Home prices around the world in 2020 logged the highest annual growth since 2018, with roughly nine in 10 countries and territories registering higher values, despite the coronavirus pandemic, according to Knight Frank’s Global House Price Index, released Wednesday.
Residential property prices internationally rose 5.6% on average last year, up from the 5.3% annual growth recorded in 2019, the data showed.

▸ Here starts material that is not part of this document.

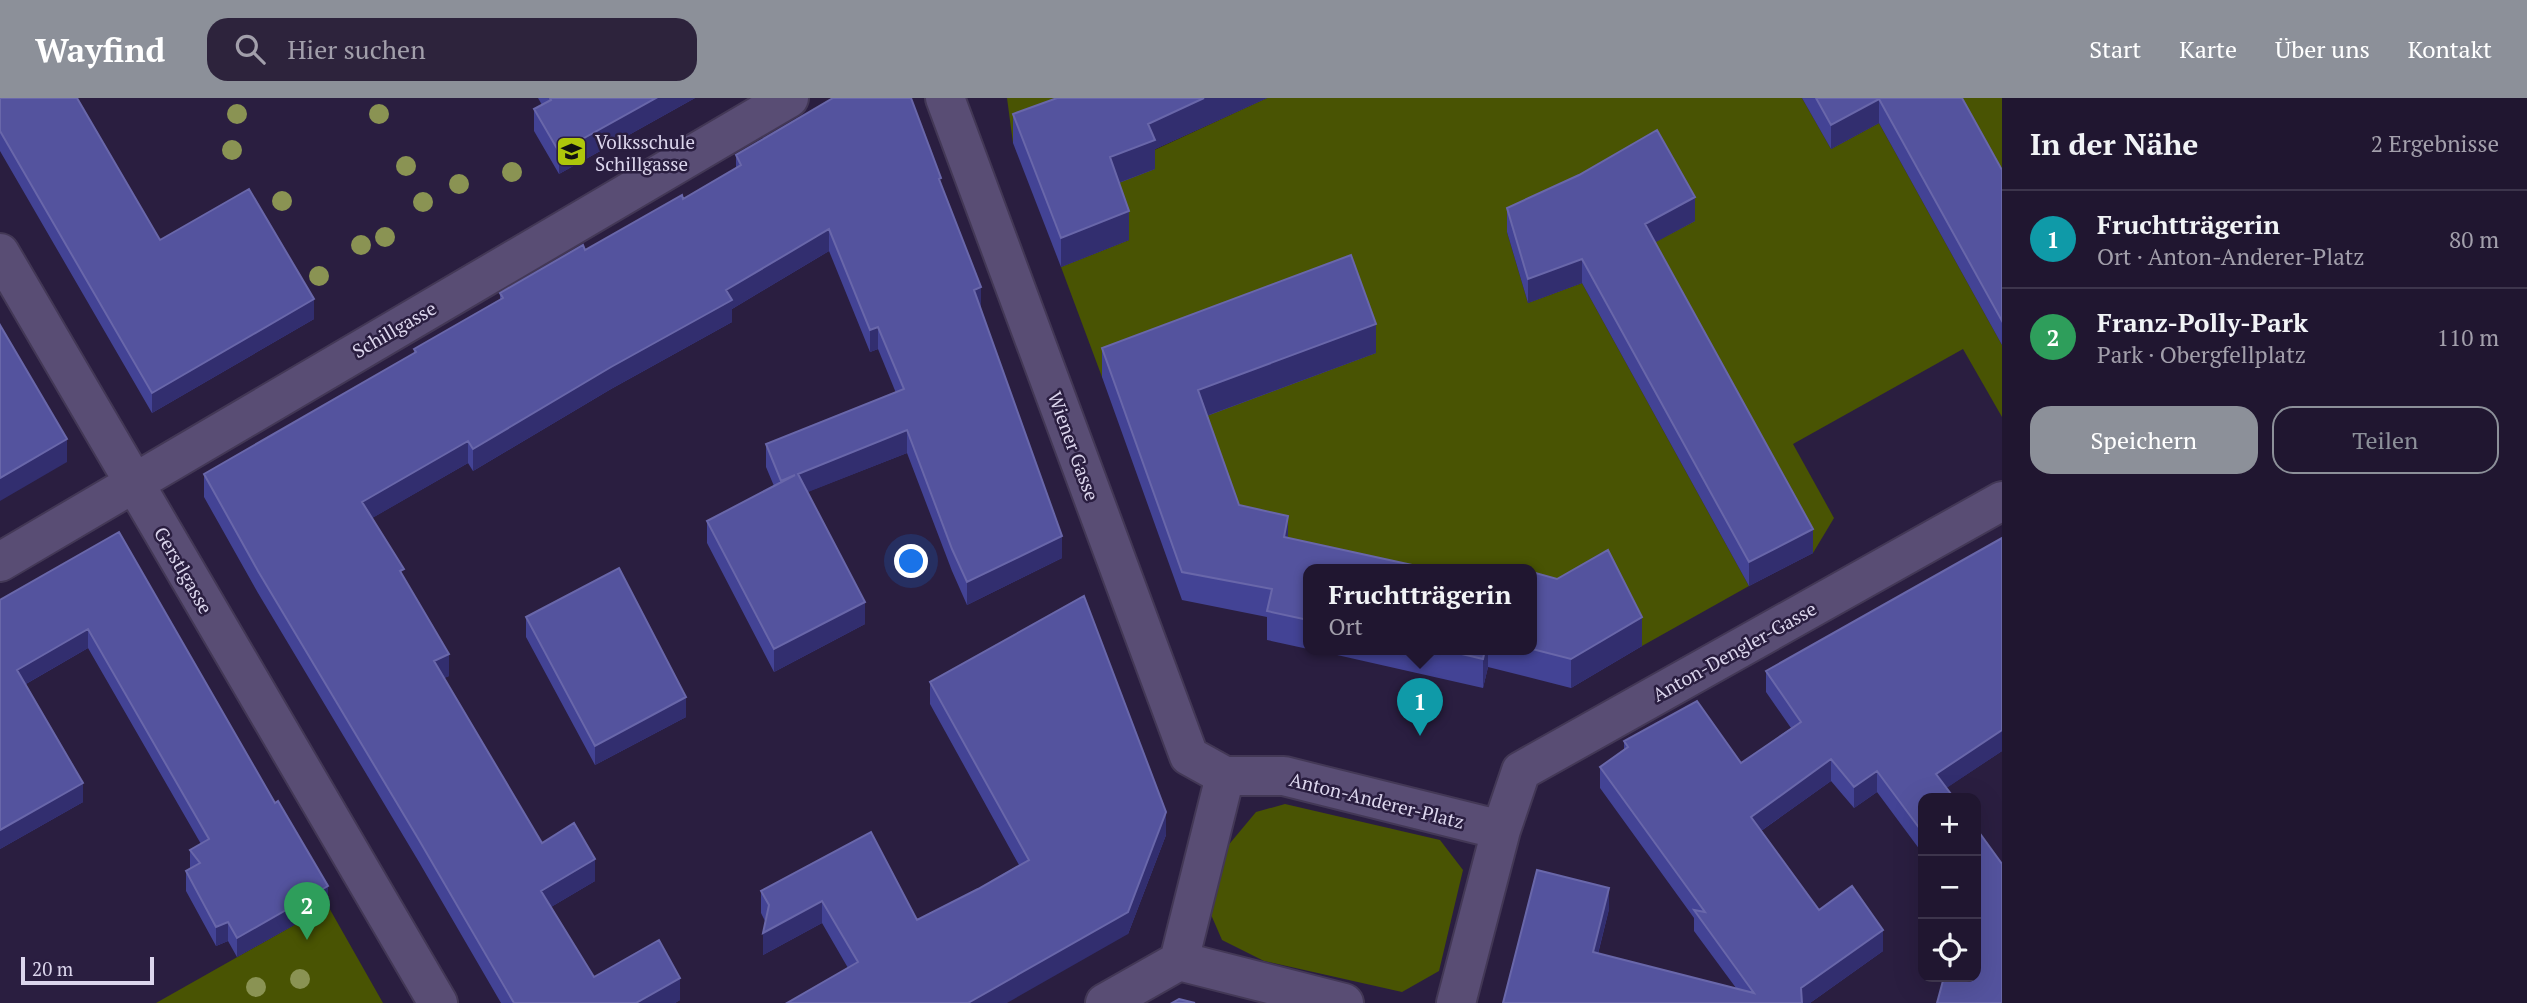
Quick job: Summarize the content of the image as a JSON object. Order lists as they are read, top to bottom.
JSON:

“Low interest rates are fueling demand whilst inventory levels are tight in some markets with sellers reluctant to market their property until they can identify their next home,” Kate Everett-Allen, head of international research at Knight Frank, said in the report. “With travel bans in place, demand is coming from domestic buyers who have reassessed their lifestyles since the pandemic hit, many now seeking home offices and outdoor space.”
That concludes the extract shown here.